Harness the power of content

Here at RDZ PR we often speak about telling a story. It’s your story which will appeal to your target audience and will, at the very least, make them sit up and take notice…

 

…but potentially also make them take a closer look at your business, your products and services.  This is often the first important step in creating a new and loyal customer and we all know that can be a very valuable thing.

Reaching out with your story

Our job as PR experts is to help people find their story, present it clearly and get it out there in front of those who matter. It doesn’t need to be a long and complicated back-story.  Most of us have a compelling tale about what brought us to do what we do and inspiring ideas about where, ultimately, we’d like to be.  What appears to be routine to you may not be to others so, even although you may think your experience has been nothing other than normal, don’t be afraid to share it.  Unless you’re selling something very niche, the chances are that customers will have a choice of supplier from which to buy and it is the particular details of your business journey, your operation, your culture and ethos which will most probably make the all-important difference.

The power of content

Understanding this (and making the very best of your greatest features and assets) is an essential part of PR strategy, however, there are many other ways to harness the power of your story over and above the ‘top line stuff’.  This is where we start to think about content which undoubtedly is one of the most powerful tools we all have at our disposal.  Whether it is the text within your web-site, the words within your editorial piece or the things you say on your social media posts, the content you produce is an essential way for your potential customers to find out more about you and decide if you should be their brand / supplier / service provider of choice.

Using every opportunity

When most companies are constructing their website they will take a great deal of time and care to ensure that the mixture of descriptive words, images, case studies etc. paint a very accurate representation of what their business is all about.  Exactly what we love to see at RDZ.  Often, however, when it comes to the more ad-hoc, impulsive posting of information on social media sites the same level of thought is not applied and the results can be somewhat disappointing.  Taking aside the real social media faux pas which are thankfully rare and a whole different thing altogether, the point we’re making is that every post which fails to tell the audience something else (good) about you is a missed opportunity.

Don’t shy away from having an opinion

Simply forwarding an article from another source without adding something to it will say less about you than of the original author.  It’s something we all do at some time perhaps because we are overwhelmed by how good the article / report / post is and want to share it immediately – or even just because we’re in the midst of doing something else and have no time to do anything other than hit the share button.  The problem is that without adding your own comment, opinion or take on the original you’re saying very little about yourself and have, therefore, lost a chance to stand out.  If the piece you want to share is something which mirrors the way you and your colleagues feel then say so.  Admiration is seldom ridiculed and more often shows a humble, understanding side to your own nature.  If, of course it’s something which has riled you or evoked a feeling of indignance then say that you hold an opinion to the contrary.  We never shy away from expressing an opinion and, as long as it is not offensive in any way or obviously courting controversy, people will generally be interested in what you have to say.

If you have nothing good to say…

As children we were probably all told by our parents, “If you can’t say something nice, then please say nothing at all”.  We say, “If you don’t have anything interesting to post, post nothing”.  All too often now on platforms such as Linked In we see ‘what we’re doing today’ or even ‘what we’ve eaten today’ (yes, we’ve seen it!).  Despite what we said earlier about everything being interesting to someone, there are limits!

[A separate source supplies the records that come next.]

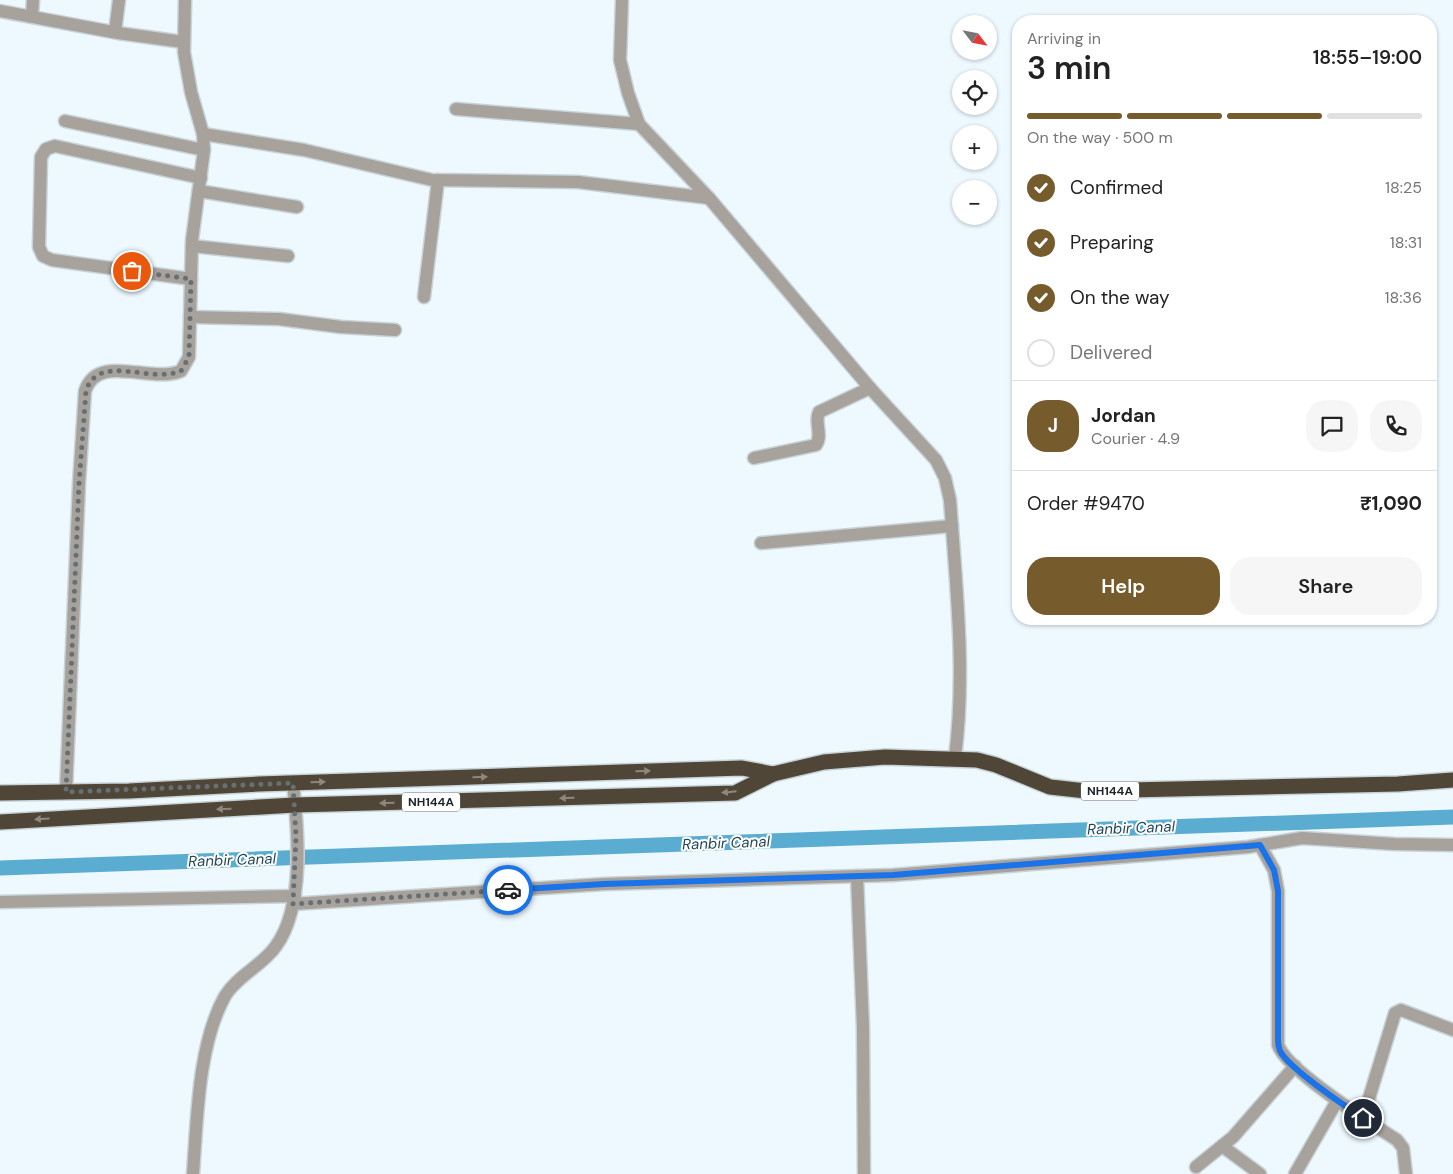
<!DOCTYPE html>
<meta charset="utf-8">
<style>
body{margin:0;font-family:"DM Sans",sans-serif;background:#f6f6f6;color:#222;height:100vh;display:flex;flex-direction:column;font-size:19px;white-space:nowrap}
*{box-sizing:border-box;margin:0}
p{font-size:16px;color:#767676}
.icon{flex:none;width:28px;height:28px;fill:none;stroke:currentColor;stroke-width:2;stroke-linecap:round;stroke-linejoin:round}
.map{position:relative;flex:1;overflow:hidden}
.drawer{position:absolute;left:1012px;top:15px;width:425px;height:610px;display:flex;flex-direction:column;background:#fff;border-radius:20px;box-shadow:0 1px 4px #0004}
.drawer>*{flex:none}
.needle{width:32px;rotate:122deg}
.controls{position:absolute;left:952px;top:15px;display:grid;gap:10px}
.controls a{display:grid;place-items:center;width:45px;height:45px;border-radius:50%;background:#fff;box-shadow:0 1px 4px #0004;font-size:25px}
.pin{position:absolute;display:grid;place-items:center;width:42px;height:42px;color:#fff;margin:-21px;border:2px solid #fff;border-radius:50%;box-shadow:0 1px 5px #0007}
.courier{position:absolute;display:grid;place-items:center;width:50px;height:50px;margin:-25px;border:4px solid #1a73e8;border-radius:50%;background:#fff;color:#222;box-shadow:0 1px 6px #0007}
.head em{font-style:normal;font-weight:600}
.head div{display:flex;flex-direction:column-reverse}
.head{display:flex;align-items:center;justify-content:space-between;height:85px;padding:0 15px}
h1{font-size:32px;font-weight:600;line-height:38px}
.bar{display:grid;grid-template-columns:repeat(4,1fr);gap:8px 5px;align-content:center;height:60px;padding:0 15px}
.bar i{height:6px;border-radius:4px;background:#e0e0e0}
.bar .on{background:#765b2d}
.bar p{grid-column:span 4}
.line{display:flex;align-items:center;gap:12px;padding:0 15px;border-top:1px solid #e0e0e0}
.line div{flex:1}
.round{display:grid;place-items:center;flex:none;width:52px;height:52px;border-radius:20px;background:#f6f6f6}
ol{padding:0 15px;list-style:none}
li{display:flex;align-items:center;gap:15px;height:55px}
li p{margin-inline-start:auto}
li .icon{padding:5px;border-radius:50%;background:#765b2d;color:#fff;stroke-width:4}
li:last-child{color:#767676}
li i{width:28px;height:28px;border:2px solid #e0e0e0;border-radius:50%}
.cta{display:flex;gap:10px;margin-top:auto;padding:10px 15px}
.cta a{flex:1;height:58px;border-radius:20px;background:#765b2d;color:#fff;font-size:20px;font-weight:600;line-height:58px;text-align:center}
.cta a+a{background:#f6f6f6;color:#222}
.map>svg:first-child{display:block}
</style>
<div class="map">
<svg width="1453" height="1174" viewBox="0 0 1453 1174">
<rect width="100%" height="100%" fill="#edf9ff"/>
<g fill="none" stroke-linecap="round" stroke-linejoin="round">
<!-- canal -->
<polyline stroke="#5aadd1" stroke-width="15" points="0,868 1453,817"/>
<!-- minor casing -->
<g stroke="#c8d3d8" stroke-width="15">
<g id="minor">
<path d="M 622,0 L 620,60 L 628,93 L 639,124 L 709,198 L 870,388 L 936,460 L 945,478 L 950,500 C 956,585 966,673 955,757"/>
<polyline points="0,11 118,33 183,42"/>
<polyline points="32,16 33,0"/>
<polyline points="115,32 119,0"/>
<polyline points="456,109 639,124"/>
<polyline points="65,121 204,150"/>
<polyline points="203,134 304,150 432,180 578,182 709,198"/>
<polyline points="199,191 297,207"/>
<polyline points="192,246 288,256"/>
<polyline points="191,279 52,260 43,256 39,247 41,157 46,149 55,146 201,178"/>
<polyline points="424,297 438,180"/>
<polyline points="190,317 279,319 341,327 395,330"/>
<path d="M 754,458 L 816,445 C 823,435 814,422 819,412 L 870,388"/>
<polyline points="761,543 952,526"/>
<path d="M 66,792 L 79,484 L 85,391 C 98,352 150,384 181,371 L 189,357 L 192,240 L 204,150 L 203,134 L 191,92 L 184,52 L 185,0"/>
<path d="M 1260,845 L 1274,870 L 1278,891 L 1278,1045 C 1287,1071 1372,1124 1397,1140 L 1403,1148 L 1406,1174"/>
<polyline points="857,876 863,1028 864,1174"/>
<polyline points="0,902 295,896"/>
<polyline points="293,904 604,884 893,875 1248,847 1302,838 1394,844 1453,845"/>
<polyline points="1363,1118 1395,1013 1401,1010 1453,1030"/>
<polyline points="1222,1146 1260,1174"/>
<polyline points="1196,1167 1233,1137 1295,1066"/>
<path d="M 193,1174 C 197,1120 198,1044 225,996 C 237,976 263,965 276,946 C 305,906 298,830 293,783"/>
<polyline points="1295,1174 1337,1101"/>
</g>
</g>
<!-- highway casing -->
<g stroke="#c8d3d8" stroke-width="18">
<g id="highway">
<polyline points="0,793 129,791 259,784 742,768 773,774"/>
<polyline points="0,822 295,805 735,793 773,774 824,762 885,757 977,760 996,765 1050,787 1086,791 1398,784 1453,780"/>
</g>
</g>
<!-- minor -->
<use href="#minor" stroke="#a7a29b" stroke-width="12"/>
<!-- highway -->
<use href="#highway" stroke="#4f4638" stroke-width="15"/>
</g>
<!-- one-way arrows -->
<defs><path id="oneway-solid" d="M-6-.8H1V-3.2L6.5 0L1 3.2V.8H-6Z" transform="scale(1.25)"/></defs>
<g fill="#8d877e">
<use href="#oneway-solid" transform="translate(643 771) rotate(-2)"/>
<use href="#oneway-solid" transform="translate(480 777) rotate(-2)"/>
<use href="#oneway-solid" transform="translate(318 782) rotate(-2)"/>
<use href="#oneway-solid" transform="translate(729 792) rotate(174)"/>
<use href="#oneway-solid" transform="translate(567 798) rotate(178)"/>
<use href="#oneway-solid" transform="translate(387 803) rotate(179)"/>
<use href="#oneway-solid" transform="translate(224 809) rotate(178)"/>
<use href="#oneway-solid" transform="translate(42 819) rotate(176)"/>
</g>
<g fill="none" stroke-linecap="round" stroke-linejoin="round">
<!-- done -->
<path stroke="#667074" stroke-width="5" stroke-dasharray="0 9" d="M 132,271 L 191,279 L 189,357 L 181,371 C 150,384 98,352 86,391 L 79,484 L 66,792 L 293,783 L 296,837 L 293,904 L 508,890"/>
<!-- route -->
<path stroke="#1a73e8" stroke-width="6" d="M 508,890 L 604,884 L 893,875 L 1260,845 L 1274,870 L 1278,891 L 1278,1040 C 1278,1043 1279,1048 1280,1051 C 1289,1068 1345,1106 1363,1118"/>
</g>
<g text-anchor="middle" stroke-width="4" stroke-linejoin="round" paint-order="stroke">
<!-- shield labels -->
<g fill="#fff" stroke="#626769" stroke-width="1">
<rect x="1081" y="781.5" width="58" height="19" rx="4"/>
<rect x="402" y="792.5" width="58" height="19" rx="4"/>
</g>
<g font-size="12" font-weight="bold" fill="#1e2629">
<text x="1110" y="795">NH144A</text>
<text x="431" y="806">NH144A</text>
</g>
<!-- water labels -->
<g font-size="15" font-style="italic" fill="#224758" stroke="#fff">
<text transform="translate(1131 828) rotate(-2)" y="5">Ranbir Canal</text>
<text transform="translate(726 843) rotate(-2)" y="5">Ranbir Canal</text>
<text transform="translate(232 860) rotate(-2)" y="5">Ranbir Canal</text>
</g>
</g>
</svg>
<div class="controls">
<a><svg class="needle" viewBox="-14 -14 28 28"><path d="M0-13l5 13h-10z" fill="#e53935"/><path d="M0 13l5-13h-10z" fill="#767676"/></svg></a>
<a><svg class="icon" aria-label="locate" viewBox="0 0 24 24"><circle cx="12" cy="12" r="6"/><path d="M12 2v4M12 18v4M2 12h4M18 12h4"/></svg></a>
<a>+</a>
<a>−</a>
</div>
<div class="pin" style="left:132px;top:271px;background:#ea580c"><svg class="icon" aria-label="bag" viewBox="0 0 24 24"><path d="M5 8h14l-1 12H6zM9 8a3 3 0 0 1 6 0"/></svg></div>
<div class="pin" style="left:1363px;top:1118px;background:#1f2937"><svg class="icon" aria-label="home" viewBox="0 0 24 24"><path d="M3 11l9-7 9 7M6 9v11h12V9"/></svg></div>
<div class="courier" style="left:508px;top:890px"><svg class="icon" aria-label="car" viewBox="0 0 24 24"><path d="M5 17H2v-5l4-1 3-4h7l3 4 3 1v5h-3M9 17h6M6 11h13"/><circle cx="7" cy="17" r="2"/><circle cx="17" cy="17" r="2"/></svg></div>
<section class="drawer">
<div class="head"><div><h1>3 min</h1><p>Arriving in</p></div><em>18:55–19:00</em></div>
<div class="bar"><i class="on"></i><i class="on"></i><i class="on"></i><i></i><p>On the way · 500 m</p></div>
<ol>
<li><svg class="icon" aria-label="check" viewBox="0 0 24 24"><path d="M5 12l5 5 9-10"/></svg>Confirmed<p>18:25</p></li>
<li><svg class="icon" aria-label="check" viewBox="0 0 24 24"><path d="M5 12l5 5 9-10"/></svg>Preparing<p>18:31</p></li>
<li><svg class="icon" aria-label="check" viewBox="0 0 24 24"><path d="M5 12l5 5 9-10"/></svg>On the way<p>18:36</p></li>
<li><i></i>Delivered</li>
</ol>
<div class="line" style="height:90px"><b class="round" style="background:#765b2d;color:#fff">J</b><div><b>Jordan</b><p>Courier · 4.9</p></div><a class="round"><svg class="icon" aria-label="chat" viewBox="0 0 24 24"><path d="M4 5h16v11H9l-5 4z"/></svg></a><a class="round"><svg class="icon" aria-label="phone" viewBox="0 0 24 24"><path d="M5 4h4l2 5-3 2q2 4 5 5l2-3 5 2v4C11 20 4 13 5 4z"/></svg></a></div>
<div class="line" style="height:65px"><div>Order #9470</div><b>₹1,090</b></div>
<div class="cta"><a>Help</a><a>Share</a></div>
</section>
</div>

Rather than simply saying what you are doing, say something about why this particular project is different – is it challenging, unusual or indicative of the kind of thing your business is really good at?  Again, the content you post should be offering some sort of indication of what your company is all about – not just providing a running commentary of your jobs list.

Whatever you’re writing, wherever you’re posting just remember that it should be offering an insight into you and your business ensuring audience want to know more!